A. Using the Software

1. What are the conversion steps for deconvolution?

The Barcode Deconvoluter software requires a library file (.BLIB) containing barcode annotations, and input file(s) with sequencing data. Deconvoluter work flow is as follows: Illumina sequencing data –> TAB file –> Annotated file with counts

2. What file formats can be used as Deconvoluter input?

Deconvoluter uses a proprietary BLIB format for the library annotation files. Library annotation files for all DECIPHER modules are available upon request. Please contact us at support@decipherproject.net.
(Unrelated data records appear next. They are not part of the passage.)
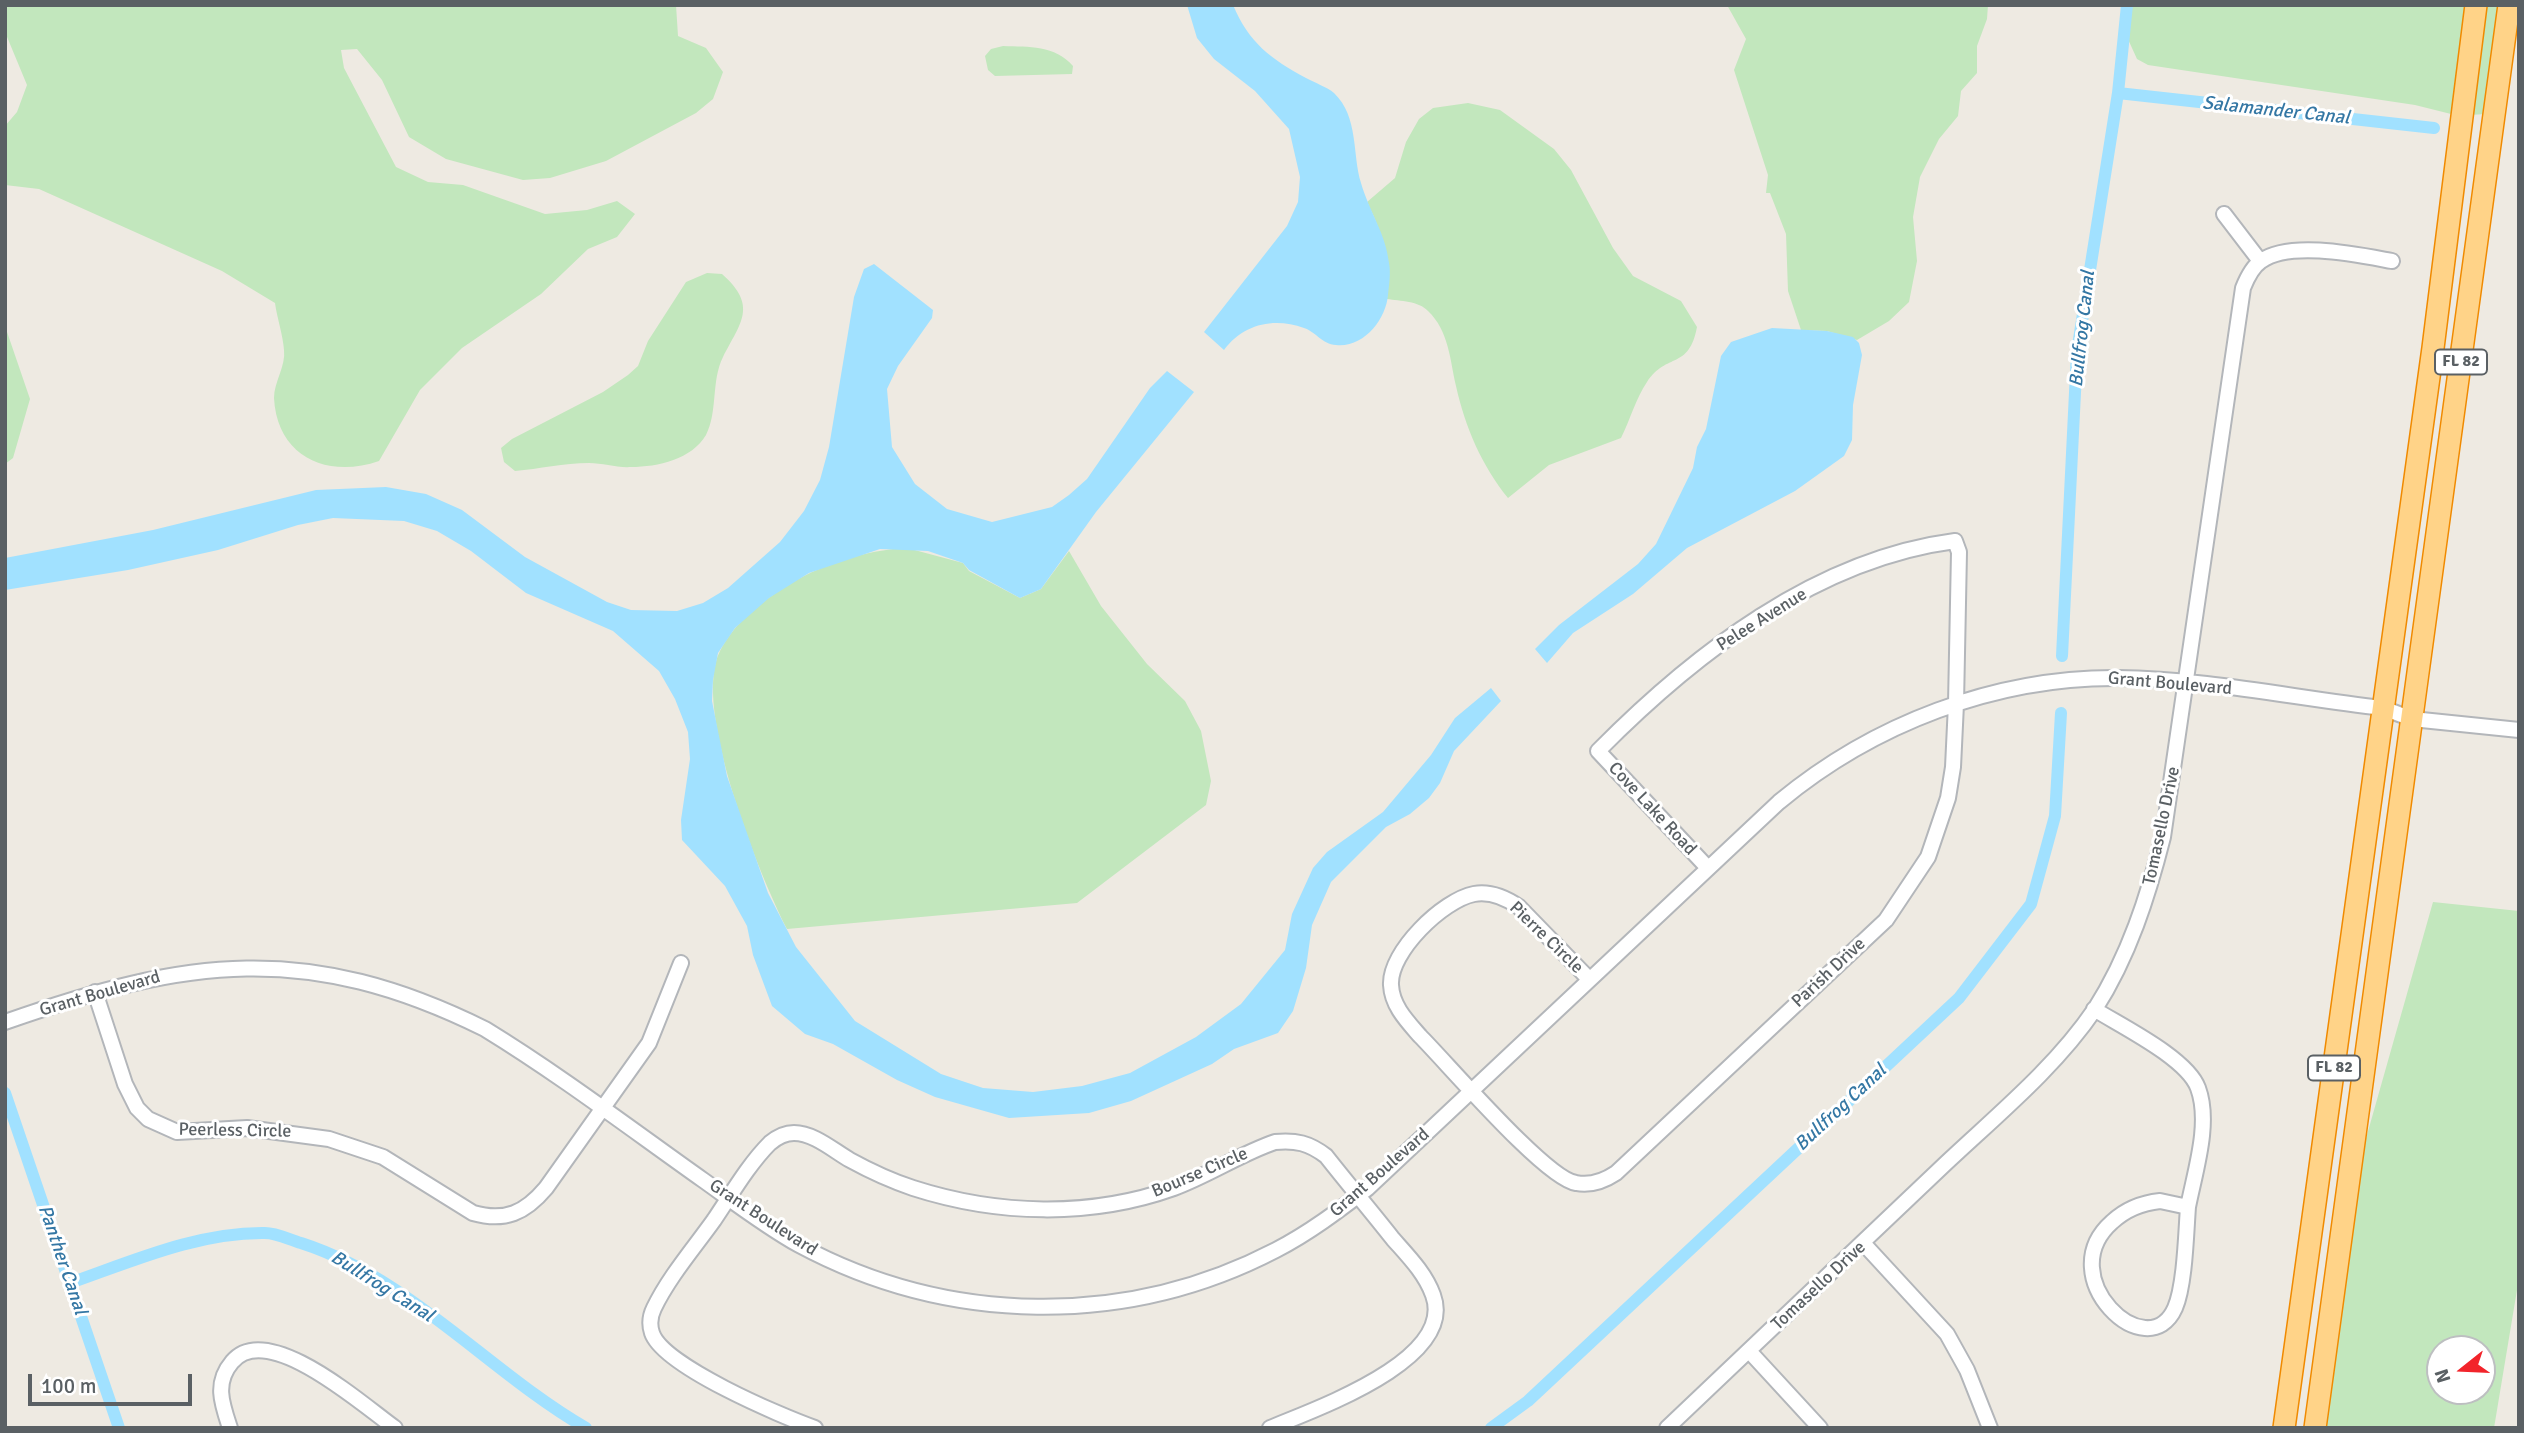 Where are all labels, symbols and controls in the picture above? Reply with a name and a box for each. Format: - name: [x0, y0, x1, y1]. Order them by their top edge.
- water label: Salamander Canal: [2201, 92, 2351, 130]
- water label: Bullfrog Canal: [2066, 270, 2100, 388]
- road number: FL 82: [2435, 350, 2487, 374]
- street label: Pelee Avenue: [1713, 584, 1811, 656]
- street label: Grant Boulevard: [2107, 668, 2233, 700]
- street label: Cove Lake Road: [1603, 758, 1701, 860]
- street label: Tomasello Drive: [2139, 765, 2185, 887]
- street label: Pierre Circle: [1504, 897, 1588, 979]
- street label: Parish Drive: [1788, 934, 1870, 1012]
- street label: Grant Boulevard: [37, 966, 163, 1022]
- road number: FL 82: [2308, 1056, 2360, 1080]
- water label: Bullfrog Canal: [1791, 1060, 1891, 1156]
- street label: Peerless Circle: [178, 1119, 292, 1143]
- street label: Grant Boulevard: [1326, 1124, 1434, 1222]
- street label: Bourse Circle: [1149, 1143, 1251, 1203]
- street label: Grant Boulevard: [705, 1175, 821, 1261]
- water label: Panther Canal: [33, 1202, 91, 1318]
- street label: Tomasello Drive: [1767, 1237, 1871, 1335]
- water label: Bullfrog Canal: [326, 1246, 438, 1328]
- north arrow: [2426, 1335, 2496, 1405]
- scale bar: [32, 1360, 196, 1404]
- text: N: [2429, 1366, 2456, 1386]
- text: 100 m: [41, 1373, 96, 1399]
For sequencing data, our software supports most major data formats that HT Sequencing facilities use: FASTA, FASTQ, QSEQ, RAW, Miro, and Seq. It will generate a tab file from any of these, and will further convert it into an annotated file. Also, many HT Sequencing facilities offer an option of supplying data in tab format in addition to the raw data, and that will allow you to skip the first conversion step.

3. What is the size limit on the raw data files?

The 32-bit version of our software can convert files up to 2 gb in size. The limitations on the 64-bit version are determined by the amount of RAM in your computer; we routinely use it for files of 50-100 gb. If you believe that file size might be a problem for your analysis, you can break the raw data file into several smaller ones and then simply add individual counts for each barcode.

4. What if I have raw data for one lane in multiple files, not one?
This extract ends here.